The Corporal showed the man of phials into the back-parlour, and, hemming thrice, looked sheepish, as if in doubt how to begin. It was the Doctor's business to encourage the bashful.

"Well, my good man," said he, brushing off, with the arm of his coat, some dust that had settled on his inexpressibles, "so you want to consult me?"

"Indeed, your honour, I do; but--feel a little awkward in doing so--a stranger and all."

"Pooh!--medical men are never strangers. I am the friend of every man who requires my assistance."

"Augh!--and I do require your honour's assistance very sadly."

"Well--well--speak out. Any thing of long standing?"

"Why, only since we have been here, Sir."

"Oh, that's all! Well."

"Your honour's so good--that--won't scruple in telling you all. You sees as how we were robbed--master at least was--had some little in my pockets--but we poor servants are never too rich. You seems such a kind gentleman--so attentive to master--though you must have felt how disinterested it was to 'tend a man what had been robbed--that I have no hesitation in making bold to ask you to lend us a few guineas, just to help us out with the bill here,--bother!"

"Fellow!" said the Doctor, rising, "I don't know what you mean; but I'd have you to learn that I am not to be cheated out of my time and property. I shall insist upon being paid my bill instantly, before I dress your master's wound once more."

"Augh!" said the Corporal, who was delighted to find the Doctor come so immediately into the snare;--"won't be so cruel surely,--why, you'll leave us without a shiner to pay my host here."

"Nonsense!--Your master, if he's a gentleman, can write home for money."
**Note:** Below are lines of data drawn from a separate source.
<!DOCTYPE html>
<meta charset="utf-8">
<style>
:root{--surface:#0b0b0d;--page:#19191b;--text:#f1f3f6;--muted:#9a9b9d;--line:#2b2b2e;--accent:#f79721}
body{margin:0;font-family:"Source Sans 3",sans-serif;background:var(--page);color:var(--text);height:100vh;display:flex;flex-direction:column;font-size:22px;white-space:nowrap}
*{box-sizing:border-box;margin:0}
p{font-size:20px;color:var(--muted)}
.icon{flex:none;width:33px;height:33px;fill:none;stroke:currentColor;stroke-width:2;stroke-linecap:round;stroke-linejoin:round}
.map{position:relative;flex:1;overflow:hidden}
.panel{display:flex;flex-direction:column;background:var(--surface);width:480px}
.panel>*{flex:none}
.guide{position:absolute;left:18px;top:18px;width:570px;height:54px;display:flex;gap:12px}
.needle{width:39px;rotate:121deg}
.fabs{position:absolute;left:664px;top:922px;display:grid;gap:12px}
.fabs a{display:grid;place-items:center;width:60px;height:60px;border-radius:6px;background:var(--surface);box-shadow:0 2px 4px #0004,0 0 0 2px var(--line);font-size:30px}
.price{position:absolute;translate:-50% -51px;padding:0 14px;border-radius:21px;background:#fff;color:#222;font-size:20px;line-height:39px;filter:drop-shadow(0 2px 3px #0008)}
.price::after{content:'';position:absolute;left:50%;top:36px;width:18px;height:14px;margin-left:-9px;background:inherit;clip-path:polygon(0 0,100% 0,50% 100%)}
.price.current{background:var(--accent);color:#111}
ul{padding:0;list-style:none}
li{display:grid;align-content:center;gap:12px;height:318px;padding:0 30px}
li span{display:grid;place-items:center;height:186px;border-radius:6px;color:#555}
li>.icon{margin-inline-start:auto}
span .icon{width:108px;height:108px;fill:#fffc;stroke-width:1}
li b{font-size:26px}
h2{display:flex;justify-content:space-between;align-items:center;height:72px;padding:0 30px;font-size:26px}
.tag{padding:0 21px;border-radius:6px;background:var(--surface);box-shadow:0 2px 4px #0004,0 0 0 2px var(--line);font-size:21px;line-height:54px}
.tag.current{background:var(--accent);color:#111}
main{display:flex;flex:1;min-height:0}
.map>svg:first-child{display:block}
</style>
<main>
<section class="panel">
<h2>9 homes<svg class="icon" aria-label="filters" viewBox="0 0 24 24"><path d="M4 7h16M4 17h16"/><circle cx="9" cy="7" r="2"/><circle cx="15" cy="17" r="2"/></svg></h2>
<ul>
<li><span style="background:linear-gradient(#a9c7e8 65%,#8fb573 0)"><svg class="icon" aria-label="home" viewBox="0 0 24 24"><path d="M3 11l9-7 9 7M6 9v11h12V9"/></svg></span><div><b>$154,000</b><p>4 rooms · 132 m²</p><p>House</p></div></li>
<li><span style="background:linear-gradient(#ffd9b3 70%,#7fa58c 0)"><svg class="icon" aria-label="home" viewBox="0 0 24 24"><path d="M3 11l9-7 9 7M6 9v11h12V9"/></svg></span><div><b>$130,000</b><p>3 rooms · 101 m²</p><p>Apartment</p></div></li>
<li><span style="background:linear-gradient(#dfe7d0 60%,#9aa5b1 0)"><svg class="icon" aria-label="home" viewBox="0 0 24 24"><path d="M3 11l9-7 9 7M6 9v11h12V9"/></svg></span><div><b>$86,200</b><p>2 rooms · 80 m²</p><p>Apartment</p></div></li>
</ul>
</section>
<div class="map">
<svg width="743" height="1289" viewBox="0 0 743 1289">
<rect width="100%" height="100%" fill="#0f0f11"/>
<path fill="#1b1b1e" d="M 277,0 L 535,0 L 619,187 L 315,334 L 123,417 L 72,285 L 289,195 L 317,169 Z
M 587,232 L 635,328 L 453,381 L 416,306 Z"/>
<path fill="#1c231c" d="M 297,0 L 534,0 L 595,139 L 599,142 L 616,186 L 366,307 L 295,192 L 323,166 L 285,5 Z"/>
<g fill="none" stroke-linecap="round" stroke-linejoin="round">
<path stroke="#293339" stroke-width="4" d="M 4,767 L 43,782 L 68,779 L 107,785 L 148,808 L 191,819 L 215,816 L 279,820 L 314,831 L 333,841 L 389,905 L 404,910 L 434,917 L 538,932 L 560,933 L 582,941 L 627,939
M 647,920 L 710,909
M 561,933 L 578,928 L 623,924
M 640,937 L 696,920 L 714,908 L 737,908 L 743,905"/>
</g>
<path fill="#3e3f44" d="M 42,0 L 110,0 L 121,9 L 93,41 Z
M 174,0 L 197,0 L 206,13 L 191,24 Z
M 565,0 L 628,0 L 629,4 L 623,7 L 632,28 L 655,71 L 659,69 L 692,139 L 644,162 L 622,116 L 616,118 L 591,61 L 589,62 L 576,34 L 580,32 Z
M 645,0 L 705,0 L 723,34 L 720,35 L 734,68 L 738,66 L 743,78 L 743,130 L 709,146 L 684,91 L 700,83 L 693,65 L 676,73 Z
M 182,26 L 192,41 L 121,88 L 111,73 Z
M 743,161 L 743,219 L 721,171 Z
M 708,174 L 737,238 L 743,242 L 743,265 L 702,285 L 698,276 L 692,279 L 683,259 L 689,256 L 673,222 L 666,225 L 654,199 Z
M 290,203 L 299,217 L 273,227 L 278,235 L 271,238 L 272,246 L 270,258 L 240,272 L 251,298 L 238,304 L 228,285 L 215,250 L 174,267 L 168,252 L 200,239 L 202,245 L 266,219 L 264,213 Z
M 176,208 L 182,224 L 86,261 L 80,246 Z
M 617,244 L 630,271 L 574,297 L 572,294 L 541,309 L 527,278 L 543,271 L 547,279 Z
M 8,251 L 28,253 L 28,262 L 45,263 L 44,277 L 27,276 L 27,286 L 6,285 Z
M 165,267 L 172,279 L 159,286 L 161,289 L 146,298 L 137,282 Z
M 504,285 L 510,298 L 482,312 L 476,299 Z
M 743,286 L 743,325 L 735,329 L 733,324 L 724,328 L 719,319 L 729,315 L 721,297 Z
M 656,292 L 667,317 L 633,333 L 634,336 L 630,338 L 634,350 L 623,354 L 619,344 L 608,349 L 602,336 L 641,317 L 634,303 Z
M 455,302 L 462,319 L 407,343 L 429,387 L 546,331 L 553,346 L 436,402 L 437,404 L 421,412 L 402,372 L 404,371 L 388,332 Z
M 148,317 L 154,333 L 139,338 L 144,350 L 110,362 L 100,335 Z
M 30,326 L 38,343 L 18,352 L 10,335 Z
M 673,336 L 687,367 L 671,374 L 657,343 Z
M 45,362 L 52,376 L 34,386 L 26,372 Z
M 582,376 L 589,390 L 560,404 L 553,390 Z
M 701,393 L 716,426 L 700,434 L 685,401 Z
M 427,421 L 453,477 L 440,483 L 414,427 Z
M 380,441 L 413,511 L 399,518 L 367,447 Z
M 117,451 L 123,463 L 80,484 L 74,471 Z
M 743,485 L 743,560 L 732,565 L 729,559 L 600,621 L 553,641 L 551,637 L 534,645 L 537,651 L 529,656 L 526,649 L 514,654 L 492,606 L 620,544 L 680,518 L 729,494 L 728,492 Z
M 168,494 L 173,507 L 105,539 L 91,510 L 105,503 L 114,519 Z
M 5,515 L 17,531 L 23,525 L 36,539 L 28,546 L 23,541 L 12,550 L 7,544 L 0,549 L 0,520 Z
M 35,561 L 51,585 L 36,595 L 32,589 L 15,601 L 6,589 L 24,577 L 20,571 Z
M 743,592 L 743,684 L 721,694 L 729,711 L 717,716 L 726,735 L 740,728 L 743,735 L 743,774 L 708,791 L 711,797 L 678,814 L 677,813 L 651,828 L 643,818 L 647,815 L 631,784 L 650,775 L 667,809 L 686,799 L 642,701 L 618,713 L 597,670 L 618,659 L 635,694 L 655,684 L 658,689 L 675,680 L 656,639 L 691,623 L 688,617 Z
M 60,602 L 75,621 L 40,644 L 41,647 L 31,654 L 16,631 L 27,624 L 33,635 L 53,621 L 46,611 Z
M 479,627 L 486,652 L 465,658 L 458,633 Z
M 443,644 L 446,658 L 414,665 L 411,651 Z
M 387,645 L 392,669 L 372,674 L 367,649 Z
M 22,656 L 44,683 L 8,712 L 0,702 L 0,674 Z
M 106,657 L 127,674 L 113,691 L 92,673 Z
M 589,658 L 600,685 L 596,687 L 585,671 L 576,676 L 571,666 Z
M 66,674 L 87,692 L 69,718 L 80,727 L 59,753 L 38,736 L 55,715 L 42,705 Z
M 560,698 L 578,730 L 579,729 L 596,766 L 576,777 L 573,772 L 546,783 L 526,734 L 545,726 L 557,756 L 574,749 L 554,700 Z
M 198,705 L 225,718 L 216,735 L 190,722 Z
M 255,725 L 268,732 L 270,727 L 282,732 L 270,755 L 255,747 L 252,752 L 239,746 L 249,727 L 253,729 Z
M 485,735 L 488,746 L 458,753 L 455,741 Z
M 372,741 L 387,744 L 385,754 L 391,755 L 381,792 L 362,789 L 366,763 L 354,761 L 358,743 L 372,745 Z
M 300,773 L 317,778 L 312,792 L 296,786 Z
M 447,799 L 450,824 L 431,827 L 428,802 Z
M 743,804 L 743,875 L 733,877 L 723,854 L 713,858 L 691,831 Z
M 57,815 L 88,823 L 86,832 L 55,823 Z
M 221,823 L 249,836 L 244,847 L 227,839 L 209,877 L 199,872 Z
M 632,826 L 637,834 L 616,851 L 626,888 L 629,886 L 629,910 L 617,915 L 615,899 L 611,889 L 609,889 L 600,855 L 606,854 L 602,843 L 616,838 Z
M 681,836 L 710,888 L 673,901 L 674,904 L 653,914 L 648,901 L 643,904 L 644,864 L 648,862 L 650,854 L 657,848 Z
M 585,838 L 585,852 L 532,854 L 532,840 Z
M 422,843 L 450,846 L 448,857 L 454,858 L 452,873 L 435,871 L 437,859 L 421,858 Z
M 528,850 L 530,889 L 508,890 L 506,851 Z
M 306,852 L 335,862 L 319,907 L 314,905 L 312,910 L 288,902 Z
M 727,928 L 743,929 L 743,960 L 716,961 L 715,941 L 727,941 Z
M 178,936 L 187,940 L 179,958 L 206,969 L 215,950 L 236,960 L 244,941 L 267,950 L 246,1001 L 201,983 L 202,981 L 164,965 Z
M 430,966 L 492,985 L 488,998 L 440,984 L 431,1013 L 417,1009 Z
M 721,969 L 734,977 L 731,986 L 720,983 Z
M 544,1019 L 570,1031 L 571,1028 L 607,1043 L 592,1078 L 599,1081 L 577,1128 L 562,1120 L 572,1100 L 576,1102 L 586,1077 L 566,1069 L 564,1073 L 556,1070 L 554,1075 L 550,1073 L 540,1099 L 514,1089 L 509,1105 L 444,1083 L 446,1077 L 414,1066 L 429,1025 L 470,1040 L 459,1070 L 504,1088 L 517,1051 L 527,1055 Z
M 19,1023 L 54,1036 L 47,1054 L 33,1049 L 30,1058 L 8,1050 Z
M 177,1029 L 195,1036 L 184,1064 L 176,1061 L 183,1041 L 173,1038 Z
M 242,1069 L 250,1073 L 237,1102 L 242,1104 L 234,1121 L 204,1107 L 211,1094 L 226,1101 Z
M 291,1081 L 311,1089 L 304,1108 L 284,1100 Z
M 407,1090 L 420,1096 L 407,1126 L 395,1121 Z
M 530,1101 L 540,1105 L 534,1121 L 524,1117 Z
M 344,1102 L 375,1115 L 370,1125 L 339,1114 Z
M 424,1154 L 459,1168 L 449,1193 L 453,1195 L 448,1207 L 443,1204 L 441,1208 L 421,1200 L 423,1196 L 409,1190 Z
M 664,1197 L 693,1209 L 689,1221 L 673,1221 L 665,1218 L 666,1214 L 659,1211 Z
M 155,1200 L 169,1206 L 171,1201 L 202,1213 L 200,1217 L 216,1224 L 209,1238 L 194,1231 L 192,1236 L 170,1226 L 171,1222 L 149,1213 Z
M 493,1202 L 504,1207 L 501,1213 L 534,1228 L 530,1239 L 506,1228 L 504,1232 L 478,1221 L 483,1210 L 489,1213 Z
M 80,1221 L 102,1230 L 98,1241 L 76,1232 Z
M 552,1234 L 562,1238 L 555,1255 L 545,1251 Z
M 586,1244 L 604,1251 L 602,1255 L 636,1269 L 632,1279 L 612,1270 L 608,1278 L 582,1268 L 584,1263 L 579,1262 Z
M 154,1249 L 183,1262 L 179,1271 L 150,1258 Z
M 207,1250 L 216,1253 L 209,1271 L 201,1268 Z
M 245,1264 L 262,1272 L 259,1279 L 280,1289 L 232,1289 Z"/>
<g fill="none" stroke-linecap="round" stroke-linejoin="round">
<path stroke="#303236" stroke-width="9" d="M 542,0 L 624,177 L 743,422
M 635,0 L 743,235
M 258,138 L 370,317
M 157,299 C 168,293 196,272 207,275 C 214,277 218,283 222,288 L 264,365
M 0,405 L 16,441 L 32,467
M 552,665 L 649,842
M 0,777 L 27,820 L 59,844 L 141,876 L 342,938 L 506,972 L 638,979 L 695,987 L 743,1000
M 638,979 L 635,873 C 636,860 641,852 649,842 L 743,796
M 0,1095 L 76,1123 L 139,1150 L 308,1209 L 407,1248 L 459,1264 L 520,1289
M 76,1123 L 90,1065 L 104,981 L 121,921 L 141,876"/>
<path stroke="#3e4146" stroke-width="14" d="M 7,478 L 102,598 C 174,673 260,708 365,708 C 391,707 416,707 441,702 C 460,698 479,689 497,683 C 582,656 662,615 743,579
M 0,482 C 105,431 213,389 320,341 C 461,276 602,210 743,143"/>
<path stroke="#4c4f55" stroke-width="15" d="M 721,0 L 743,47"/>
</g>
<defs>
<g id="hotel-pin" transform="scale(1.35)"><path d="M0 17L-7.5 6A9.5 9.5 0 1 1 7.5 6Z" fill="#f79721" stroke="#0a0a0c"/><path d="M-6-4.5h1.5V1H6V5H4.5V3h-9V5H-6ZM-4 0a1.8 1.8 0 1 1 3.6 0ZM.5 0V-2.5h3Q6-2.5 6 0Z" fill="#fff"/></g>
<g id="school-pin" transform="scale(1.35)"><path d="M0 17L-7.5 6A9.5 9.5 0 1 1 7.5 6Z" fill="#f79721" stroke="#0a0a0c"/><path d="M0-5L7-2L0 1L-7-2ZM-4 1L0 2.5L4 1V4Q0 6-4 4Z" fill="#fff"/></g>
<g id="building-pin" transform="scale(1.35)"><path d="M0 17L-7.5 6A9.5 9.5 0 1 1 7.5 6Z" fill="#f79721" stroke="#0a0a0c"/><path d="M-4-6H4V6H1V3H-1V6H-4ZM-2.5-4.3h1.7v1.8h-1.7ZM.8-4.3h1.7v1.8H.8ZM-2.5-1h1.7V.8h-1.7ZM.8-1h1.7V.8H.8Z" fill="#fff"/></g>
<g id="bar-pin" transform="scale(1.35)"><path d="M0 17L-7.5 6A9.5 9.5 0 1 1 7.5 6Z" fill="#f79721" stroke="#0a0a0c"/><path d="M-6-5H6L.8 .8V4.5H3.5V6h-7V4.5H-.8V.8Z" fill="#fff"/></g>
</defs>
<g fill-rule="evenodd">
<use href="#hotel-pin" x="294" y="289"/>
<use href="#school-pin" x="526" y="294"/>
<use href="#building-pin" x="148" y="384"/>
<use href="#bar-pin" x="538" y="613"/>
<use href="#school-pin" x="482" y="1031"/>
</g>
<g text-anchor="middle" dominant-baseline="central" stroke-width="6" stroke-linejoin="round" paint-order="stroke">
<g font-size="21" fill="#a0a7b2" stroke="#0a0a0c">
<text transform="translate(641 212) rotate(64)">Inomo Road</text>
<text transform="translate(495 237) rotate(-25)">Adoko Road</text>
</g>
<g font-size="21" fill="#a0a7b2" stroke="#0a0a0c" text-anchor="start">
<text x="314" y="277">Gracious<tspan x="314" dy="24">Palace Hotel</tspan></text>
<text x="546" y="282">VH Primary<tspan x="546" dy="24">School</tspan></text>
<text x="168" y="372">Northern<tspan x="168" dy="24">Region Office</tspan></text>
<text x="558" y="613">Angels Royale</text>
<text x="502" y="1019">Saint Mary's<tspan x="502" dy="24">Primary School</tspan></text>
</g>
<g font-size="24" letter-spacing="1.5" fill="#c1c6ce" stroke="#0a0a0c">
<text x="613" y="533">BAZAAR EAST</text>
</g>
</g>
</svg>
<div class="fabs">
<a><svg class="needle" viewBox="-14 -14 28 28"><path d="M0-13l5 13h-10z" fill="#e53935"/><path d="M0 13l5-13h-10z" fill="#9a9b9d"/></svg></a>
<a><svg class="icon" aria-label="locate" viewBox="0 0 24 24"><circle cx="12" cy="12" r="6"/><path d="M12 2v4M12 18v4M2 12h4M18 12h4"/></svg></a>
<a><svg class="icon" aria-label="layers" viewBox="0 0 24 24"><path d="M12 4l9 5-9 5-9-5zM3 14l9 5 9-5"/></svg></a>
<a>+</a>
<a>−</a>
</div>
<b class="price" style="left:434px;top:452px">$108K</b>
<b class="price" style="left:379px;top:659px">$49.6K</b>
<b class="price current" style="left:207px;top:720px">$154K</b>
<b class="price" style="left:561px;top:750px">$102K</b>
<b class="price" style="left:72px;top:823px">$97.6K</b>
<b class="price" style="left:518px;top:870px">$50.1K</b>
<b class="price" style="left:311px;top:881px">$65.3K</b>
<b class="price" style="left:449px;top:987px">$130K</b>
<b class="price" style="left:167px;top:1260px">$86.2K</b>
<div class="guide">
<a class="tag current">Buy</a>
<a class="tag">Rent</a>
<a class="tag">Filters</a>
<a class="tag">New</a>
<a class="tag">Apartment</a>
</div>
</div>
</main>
"Ah, Sir, all very well to say so;--but, between you and me and the bed-post--young master's quarrelled with old master--old master won't give him a rap,--so I'm sure, since your honour's a friend to every man who requires your assistance--noble saying, Sir!--you won't refuse us a few guineas;--and as for your bill--why--" "Sir, you're an impudent vagabond!" cried the Doctor, as red as a rose-draught, and flinging out of the room; "and I warn you, that I shall bring in my bill, and expect to be paid within ten minutes."

The Doctor waited for no answer--he hurried home, scratched off his account, and flew back with it in as much haste as if his patient had been a month longer under his care, and was consequently on the brink of that happier world, where, since the inhabitants are immortal, it is very evident that doctors, as being useless, are never admitted.

The Corporal met him as before.

"There, Sir," cried the Doctor, breathlessly, and then putting his arms akimbo, "take that to your master, and desire him to pay me instantly."

"Augh! and shall do no such thing."

"You won't?"

"No, for shall pay you myself. Where's your wee stamp--eh?"

And with great composure the Corporal drew out a well-filled purse, and discharged the bill. The Doctor was so thunderstricken, that he pocketed the money without uttering a word. He consoled himself, however, with the belief that Walter, whom he had tamed into a becoming hypochondria, would be sure to send for him the next morning. Alas, for mortal expectations!--the next morning Walter was once more on the road.